Assim nasce o Kalam propriamente dito, ou o uso da filosofia como método hermenêutico no desenvolvimento de um discurso racional construído a partir do texto ‘revelado’ e, ao mesmo tempo, como cultivo autônomo de uma filosofia secularizada enquanto tal. (EL 42).

Os conhecimentos no centro do sistema, o mundo muçulmano, estavam muito mais avançados do que na Europa ocidental. Para Dussel, se fossem ser considerados os fatos defendidos por Max Weber como indicadores da Modernidade, independentes da região em que aconteceram, certamente a Modernidade seria indicada desde alguns séculos antes do que se costuma indicar. É que os muçulmanos já conheciam, por exemplo, todos os instrumentos de crédito e formas de associação comercial. O comércio era amplamente desenvolvido, assim como os centros culturais. Deve-se notar, ainda, apenas para ilustrar, o tratado de álgebra de Mohamed Ibn-Musa, de 820, que foi traduzido na Europa no século XVI e considerado como um progresso na matemática.

Durante todos esses séculos, a Europa ocidental ficou afastada do sistema inter-regional e, portanto, continuou numa situação periférica.

De início, era apenas parte do Império Romano ocidental. Depois, desde o sec. VII, a Europa continental latino-germana foi isolada do

56 mediterrâneo oriental e, pois, ficou à parte do sistema. Começou então a se estabelecer o feudalismo, um regime fechado de fora para dentro e não por opção própria. Assim, isolada do “mundo”, a Europa tentou num terceiro momento, se integrar ao sistema inter-regional mediante as cruzadas, parcialmente bem-sucedidas, dando apenas início, pois, ao fim desse sistema e não o determinando.

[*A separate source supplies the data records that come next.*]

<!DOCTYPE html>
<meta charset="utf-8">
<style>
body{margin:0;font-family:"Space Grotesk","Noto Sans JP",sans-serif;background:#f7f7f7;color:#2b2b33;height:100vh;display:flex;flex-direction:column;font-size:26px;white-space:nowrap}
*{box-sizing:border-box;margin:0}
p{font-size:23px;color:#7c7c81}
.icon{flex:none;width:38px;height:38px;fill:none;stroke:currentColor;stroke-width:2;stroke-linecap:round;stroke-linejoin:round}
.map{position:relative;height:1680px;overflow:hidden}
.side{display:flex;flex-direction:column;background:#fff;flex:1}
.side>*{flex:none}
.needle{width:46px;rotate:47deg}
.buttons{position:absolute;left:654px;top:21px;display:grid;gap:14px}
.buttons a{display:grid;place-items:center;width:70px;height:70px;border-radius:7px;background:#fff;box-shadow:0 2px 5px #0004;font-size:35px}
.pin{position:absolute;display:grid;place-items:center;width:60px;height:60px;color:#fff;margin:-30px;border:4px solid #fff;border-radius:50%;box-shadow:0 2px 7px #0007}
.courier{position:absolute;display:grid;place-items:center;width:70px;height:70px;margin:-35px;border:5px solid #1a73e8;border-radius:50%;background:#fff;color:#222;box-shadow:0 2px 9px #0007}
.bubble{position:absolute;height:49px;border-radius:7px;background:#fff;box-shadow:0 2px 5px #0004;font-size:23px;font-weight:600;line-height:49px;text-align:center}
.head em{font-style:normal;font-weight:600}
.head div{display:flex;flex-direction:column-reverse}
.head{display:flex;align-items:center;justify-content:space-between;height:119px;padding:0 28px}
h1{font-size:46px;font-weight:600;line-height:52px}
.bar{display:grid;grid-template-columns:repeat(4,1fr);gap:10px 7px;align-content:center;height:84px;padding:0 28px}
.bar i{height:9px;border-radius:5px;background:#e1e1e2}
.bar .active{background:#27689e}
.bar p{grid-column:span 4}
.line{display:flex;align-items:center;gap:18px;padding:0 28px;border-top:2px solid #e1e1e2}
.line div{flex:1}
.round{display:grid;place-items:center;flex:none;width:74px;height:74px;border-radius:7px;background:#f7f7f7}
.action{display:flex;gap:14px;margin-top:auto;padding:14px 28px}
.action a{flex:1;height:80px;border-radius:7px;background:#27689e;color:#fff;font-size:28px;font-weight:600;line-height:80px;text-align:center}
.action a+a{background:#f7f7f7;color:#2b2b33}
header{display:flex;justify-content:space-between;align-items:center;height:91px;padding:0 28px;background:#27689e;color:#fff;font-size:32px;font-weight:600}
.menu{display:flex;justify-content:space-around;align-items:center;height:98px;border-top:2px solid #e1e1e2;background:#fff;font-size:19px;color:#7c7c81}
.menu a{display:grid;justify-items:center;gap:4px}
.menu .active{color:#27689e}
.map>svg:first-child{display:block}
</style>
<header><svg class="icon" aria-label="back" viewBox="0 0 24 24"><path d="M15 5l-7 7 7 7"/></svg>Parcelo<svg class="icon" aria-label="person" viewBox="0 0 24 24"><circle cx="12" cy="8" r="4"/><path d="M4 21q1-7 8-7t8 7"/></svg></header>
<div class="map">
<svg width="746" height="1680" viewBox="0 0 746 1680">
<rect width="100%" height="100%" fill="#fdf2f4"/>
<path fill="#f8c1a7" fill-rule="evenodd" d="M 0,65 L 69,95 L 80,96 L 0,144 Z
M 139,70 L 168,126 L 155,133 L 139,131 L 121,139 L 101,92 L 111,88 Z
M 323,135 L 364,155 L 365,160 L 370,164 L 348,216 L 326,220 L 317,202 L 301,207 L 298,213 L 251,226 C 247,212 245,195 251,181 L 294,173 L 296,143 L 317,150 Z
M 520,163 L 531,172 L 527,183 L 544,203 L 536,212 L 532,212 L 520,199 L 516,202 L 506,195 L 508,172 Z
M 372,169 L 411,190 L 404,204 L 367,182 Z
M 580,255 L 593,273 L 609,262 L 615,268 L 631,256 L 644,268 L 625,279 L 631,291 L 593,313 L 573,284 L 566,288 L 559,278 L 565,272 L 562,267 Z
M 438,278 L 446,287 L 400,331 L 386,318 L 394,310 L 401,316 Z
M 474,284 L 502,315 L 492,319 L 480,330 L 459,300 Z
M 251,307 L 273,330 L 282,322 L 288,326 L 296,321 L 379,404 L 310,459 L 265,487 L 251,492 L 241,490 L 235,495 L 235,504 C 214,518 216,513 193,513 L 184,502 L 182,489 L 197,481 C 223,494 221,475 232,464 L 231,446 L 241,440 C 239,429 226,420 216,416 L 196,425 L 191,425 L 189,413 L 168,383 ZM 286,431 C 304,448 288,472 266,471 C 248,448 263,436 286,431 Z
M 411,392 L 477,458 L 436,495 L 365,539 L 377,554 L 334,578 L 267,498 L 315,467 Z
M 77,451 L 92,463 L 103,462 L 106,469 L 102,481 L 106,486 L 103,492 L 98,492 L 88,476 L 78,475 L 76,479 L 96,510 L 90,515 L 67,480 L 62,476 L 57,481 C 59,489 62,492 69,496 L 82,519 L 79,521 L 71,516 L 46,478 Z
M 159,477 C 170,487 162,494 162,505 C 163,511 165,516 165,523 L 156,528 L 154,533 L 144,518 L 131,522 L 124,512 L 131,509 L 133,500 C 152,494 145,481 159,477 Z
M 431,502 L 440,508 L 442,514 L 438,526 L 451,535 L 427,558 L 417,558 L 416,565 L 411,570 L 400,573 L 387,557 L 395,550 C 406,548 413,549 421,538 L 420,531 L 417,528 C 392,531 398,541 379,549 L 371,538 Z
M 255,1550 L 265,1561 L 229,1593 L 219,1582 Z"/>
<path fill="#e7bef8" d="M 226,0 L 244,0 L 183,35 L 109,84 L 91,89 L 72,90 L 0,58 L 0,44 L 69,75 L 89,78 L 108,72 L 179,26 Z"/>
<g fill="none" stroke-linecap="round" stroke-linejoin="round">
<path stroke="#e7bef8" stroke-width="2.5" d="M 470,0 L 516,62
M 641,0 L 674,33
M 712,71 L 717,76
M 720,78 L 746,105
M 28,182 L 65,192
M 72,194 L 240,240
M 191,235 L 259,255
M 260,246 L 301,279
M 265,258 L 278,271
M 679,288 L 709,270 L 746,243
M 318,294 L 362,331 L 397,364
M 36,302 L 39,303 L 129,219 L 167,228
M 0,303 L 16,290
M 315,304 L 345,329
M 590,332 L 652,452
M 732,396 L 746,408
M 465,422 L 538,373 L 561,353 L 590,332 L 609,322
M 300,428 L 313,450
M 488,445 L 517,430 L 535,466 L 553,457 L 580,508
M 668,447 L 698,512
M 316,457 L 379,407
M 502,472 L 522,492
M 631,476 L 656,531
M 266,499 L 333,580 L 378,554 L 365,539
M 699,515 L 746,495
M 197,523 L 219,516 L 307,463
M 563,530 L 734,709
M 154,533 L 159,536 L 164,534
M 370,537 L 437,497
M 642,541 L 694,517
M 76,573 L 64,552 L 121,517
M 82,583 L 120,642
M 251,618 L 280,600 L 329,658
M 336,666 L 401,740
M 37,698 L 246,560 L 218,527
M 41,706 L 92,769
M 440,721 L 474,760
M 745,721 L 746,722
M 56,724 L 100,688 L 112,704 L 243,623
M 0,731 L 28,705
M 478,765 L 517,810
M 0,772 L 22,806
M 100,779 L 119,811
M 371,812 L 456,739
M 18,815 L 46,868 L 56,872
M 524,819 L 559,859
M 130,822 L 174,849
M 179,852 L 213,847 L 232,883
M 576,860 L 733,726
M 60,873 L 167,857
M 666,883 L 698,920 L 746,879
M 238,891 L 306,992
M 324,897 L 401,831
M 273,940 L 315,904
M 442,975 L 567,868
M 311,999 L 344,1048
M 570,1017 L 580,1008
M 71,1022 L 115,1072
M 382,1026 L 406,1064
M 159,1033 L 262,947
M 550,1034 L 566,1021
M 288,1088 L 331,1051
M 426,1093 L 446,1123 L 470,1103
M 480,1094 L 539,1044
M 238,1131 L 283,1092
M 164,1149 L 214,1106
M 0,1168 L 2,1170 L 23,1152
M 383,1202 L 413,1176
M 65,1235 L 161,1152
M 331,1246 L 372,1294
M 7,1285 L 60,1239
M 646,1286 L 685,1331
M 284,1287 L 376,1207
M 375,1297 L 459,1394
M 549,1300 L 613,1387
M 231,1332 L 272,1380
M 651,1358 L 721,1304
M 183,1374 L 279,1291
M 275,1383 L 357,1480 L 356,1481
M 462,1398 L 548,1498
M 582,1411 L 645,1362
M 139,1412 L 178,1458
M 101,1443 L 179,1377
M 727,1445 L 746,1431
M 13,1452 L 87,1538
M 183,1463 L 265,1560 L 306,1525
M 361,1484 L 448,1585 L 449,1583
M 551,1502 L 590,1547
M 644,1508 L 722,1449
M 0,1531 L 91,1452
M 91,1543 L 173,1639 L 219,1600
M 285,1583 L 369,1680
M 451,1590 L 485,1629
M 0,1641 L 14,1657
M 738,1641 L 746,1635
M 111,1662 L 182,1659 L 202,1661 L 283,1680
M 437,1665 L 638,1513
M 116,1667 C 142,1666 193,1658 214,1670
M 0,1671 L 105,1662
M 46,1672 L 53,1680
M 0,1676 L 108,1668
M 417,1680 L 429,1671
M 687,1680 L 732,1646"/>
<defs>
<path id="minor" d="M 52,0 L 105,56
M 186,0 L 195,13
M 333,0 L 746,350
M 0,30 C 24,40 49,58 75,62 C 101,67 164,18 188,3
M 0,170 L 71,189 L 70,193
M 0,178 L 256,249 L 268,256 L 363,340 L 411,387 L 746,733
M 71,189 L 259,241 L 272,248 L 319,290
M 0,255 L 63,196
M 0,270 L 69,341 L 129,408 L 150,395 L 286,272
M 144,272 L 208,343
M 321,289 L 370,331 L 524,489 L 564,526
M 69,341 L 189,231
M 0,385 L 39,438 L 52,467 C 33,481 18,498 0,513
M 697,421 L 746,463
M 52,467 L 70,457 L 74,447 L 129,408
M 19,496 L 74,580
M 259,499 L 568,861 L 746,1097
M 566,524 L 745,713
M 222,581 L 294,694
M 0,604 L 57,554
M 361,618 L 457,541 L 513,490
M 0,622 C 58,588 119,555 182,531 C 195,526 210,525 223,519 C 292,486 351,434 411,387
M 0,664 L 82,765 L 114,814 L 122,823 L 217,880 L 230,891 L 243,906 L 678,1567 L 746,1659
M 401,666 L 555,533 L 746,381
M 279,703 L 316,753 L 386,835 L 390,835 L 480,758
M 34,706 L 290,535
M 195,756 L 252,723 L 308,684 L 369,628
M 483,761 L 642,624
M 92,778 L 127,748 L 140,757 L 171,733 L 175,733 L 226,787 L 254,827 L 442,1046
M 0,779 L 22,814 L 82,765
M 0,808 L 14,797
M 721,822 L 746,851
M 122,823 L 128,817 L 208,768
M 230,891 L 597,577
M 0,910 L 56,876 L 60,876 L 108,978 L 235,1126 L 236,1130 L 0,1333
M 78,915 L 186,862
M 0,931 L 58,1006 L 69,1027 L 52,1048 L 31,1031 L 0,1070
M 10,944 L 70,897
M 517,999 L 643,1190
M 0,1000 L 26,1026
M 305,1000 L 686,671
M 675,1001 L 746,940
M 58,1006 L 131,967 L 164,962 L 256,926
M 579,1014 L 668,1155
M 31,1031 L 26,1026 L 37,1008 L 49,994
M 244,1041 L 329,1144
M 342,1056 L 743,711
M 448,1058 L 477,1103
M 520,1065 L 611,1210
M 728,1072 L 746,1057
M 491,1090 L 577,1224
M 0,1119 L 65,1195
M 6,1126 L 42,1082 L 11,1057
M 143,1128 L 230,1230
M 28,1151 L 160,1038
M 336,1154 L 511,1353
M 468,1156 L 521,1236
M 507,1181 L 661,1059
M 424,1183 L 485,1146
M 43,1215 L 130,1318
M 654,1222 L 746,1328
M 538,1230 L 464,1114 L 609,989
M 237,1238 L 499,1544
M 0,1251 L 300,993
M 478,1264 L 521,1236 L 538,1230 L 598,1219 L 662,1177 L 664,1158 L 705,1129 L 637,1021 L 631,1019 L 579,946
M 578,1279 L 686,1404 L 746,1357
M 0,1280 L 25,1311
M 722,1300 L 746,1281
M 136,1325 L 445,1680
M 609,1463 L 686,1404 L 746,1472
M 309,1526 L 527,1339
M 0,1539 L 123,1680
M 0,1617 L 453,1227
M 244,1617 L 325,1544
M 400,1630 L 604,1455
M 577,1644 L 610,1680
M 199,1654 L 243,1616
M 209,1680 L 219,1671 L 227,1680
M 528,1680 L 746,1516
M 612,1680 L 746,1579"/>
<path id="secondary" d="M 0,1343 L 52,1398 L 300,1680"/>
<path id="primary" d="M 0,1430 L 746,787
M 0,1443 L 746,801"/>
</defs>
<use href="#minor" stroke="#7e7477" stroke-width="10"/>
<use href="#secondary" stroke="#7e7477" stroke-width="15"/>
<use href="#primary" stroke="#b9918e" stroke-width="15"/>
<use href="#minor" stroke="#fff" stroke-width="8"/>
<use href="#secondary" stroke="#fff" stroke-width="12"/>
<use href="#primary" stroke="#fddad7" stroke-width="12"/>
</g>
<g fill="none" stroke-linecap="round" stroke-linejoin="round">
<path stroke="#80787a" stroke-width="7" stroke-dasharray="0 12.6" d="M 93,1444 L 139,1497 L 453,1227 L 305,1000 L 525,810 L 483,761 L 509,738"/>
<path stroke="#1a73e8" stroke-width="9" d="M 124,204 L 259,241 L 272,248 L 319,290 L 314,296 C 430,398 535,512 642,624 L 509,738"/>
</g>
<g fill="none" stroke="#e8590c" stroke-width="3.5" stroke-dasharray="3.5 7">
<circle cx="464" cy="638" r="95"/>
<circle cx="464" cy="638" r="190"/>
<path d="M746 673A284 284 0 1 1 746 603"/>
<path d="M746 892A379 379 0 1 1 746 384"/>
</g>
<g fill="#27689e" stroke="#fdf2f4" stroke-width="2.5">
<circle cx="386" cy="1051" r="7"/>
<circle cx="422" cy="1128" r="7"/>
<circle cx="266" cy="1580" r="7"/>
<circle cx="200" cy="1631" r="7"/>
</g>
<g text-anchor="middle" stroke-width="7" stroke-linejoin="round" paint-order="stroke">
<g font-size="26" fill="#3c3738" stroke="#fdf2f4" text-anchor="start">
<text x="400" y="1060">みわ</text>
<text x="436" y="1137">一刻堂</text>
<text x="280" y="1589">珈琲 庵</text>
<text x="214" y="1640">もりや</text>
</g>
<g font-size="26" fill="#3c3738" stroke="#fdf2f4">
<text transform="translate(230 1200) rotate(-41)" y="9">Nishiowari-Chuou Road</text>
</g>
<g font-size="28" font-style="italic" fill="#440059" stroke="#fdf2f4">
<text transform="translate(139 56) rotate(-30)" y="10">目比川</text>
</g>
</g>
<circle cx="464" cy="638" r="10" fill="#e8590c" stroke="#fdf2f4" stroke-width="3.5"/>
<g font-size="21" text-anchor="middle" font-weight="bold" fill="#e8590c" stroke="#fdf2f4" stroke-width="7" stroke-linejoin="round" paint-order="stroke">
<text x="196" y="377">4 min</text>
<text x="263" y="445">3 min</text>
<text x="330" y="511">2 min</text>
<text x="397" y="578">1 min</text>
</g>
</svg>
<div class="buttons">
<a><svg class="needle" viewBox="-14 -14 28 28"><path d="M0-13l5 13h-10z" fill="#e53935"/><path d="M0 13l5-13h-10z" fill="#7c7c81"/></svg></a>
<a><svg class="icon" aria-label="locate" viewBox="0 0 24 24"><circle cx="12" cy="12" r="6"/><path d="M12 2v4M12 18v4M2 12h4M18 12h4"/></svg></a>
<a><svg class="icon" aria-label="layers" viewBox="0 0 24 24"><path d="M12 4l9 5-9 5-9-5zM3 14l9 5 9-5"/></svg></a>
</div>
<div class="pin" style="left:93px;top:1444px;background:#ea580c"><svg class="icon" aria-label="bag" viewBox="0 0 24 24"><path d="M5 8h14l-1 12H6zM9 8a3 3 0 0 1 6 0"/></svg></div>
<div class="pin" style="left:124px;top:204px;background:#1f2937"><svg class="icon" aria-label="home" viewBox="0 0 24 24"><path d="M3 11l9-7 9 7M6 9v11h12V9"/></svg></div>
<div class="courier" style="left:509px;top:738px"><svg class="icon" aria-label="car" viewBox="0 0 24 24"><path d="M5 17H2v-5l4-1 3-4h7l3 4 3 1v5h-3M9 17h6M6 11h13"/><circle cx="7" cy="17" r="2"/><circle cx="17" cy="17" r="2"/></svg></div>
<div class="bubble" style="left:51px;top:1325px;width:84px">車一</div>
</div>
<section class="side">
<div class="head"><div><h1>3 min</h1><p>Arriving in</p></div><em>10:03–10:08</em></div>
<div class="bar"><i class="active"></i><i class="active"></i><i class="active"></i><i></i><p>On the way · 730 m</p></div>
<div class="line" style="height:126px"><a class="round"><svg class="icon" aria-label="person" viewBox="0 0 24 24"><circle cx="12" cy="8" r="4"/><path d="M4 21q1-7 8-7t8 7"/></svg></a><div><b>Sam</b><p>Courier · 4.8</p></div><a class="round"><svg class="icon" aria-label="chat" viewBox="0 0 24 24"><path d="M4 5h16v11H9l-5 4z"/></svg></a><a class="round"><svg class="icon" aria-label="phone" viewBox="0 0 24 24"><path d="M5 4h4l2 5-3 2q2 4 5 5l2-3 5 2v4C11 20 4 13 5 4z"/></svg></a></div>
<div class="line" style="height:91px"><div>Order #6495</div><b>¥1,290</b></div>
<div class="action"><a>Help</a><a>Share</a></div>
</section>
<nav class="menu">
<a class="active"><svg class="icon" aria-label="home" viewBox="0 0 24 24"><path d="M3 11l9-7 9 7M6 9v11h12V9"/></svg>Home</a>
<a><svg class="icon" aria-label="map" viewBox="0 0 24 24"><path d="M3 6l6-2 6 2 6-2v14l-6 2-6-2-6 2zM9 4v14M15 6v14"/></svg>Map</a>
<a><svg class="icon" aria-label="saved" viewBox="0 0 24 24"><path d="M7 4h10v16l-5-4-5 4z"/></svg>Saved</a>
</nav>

A Europa latino-germânica não deixou, por isso, de ser uma cultura secundária, regional e periférica do mundo muçulmano, já que ainda em 1532 os turcos estão junto à muralha de Viena. Nada, desde dentro dela mesma, faz pressagiar uma nova idade nem nenhum esplendor futuro. Em nada é superior ao mundo muçulmano; muito pelo contrário, guardava posição complexada de inferioridade, isolada, verdadeiro ‘finis terrae’ (no extremo ocidental do continente asiático-afro-europeu), com total desvantagem comercial com respeito às áreas ‘centrais’ muçulmanas do estágio III do sistema inter-regional. (EL 44).

A Europa Ocidental, desde o séc. XIII esteve buscando um caminho para chegar ao centro produtivo, a Índia. Por isso, dentre outros fatores, desenvolveram-se as cruzadas, numa tentativa de religar aquela parte da Europa ao centro, fato que, por sinal, somado à emigração dos gregos de Constantinopla para a península, resultou no renascimento intelectual helenista italiano. Contudo, uma vez fracassadas as cruzadas, não restou alternativa senão tentar chegar ao centro pelo ocidente, isto é, pelo Atlântico. Assim acabam chegando ao novo continente, fato que revolucionou completamente as concepções de mundo e provocou o fim do centro do terceiro estágio.

Curiosamente, contudo, a chamada Idade Média é assim denominada, dentro de uma visão eurocêntrica e provinciana, a partir dos fatos ocorridos nessa região. Mas esse estágio do sistema inter-regional só encontrou definitivamente sua derrocada com as novas terras descobertas no novo continente, em razão da riqueza ali encontrada. E assim também acabou o próprio sistema inter-regional, dando ensejo ao sistema-mundo.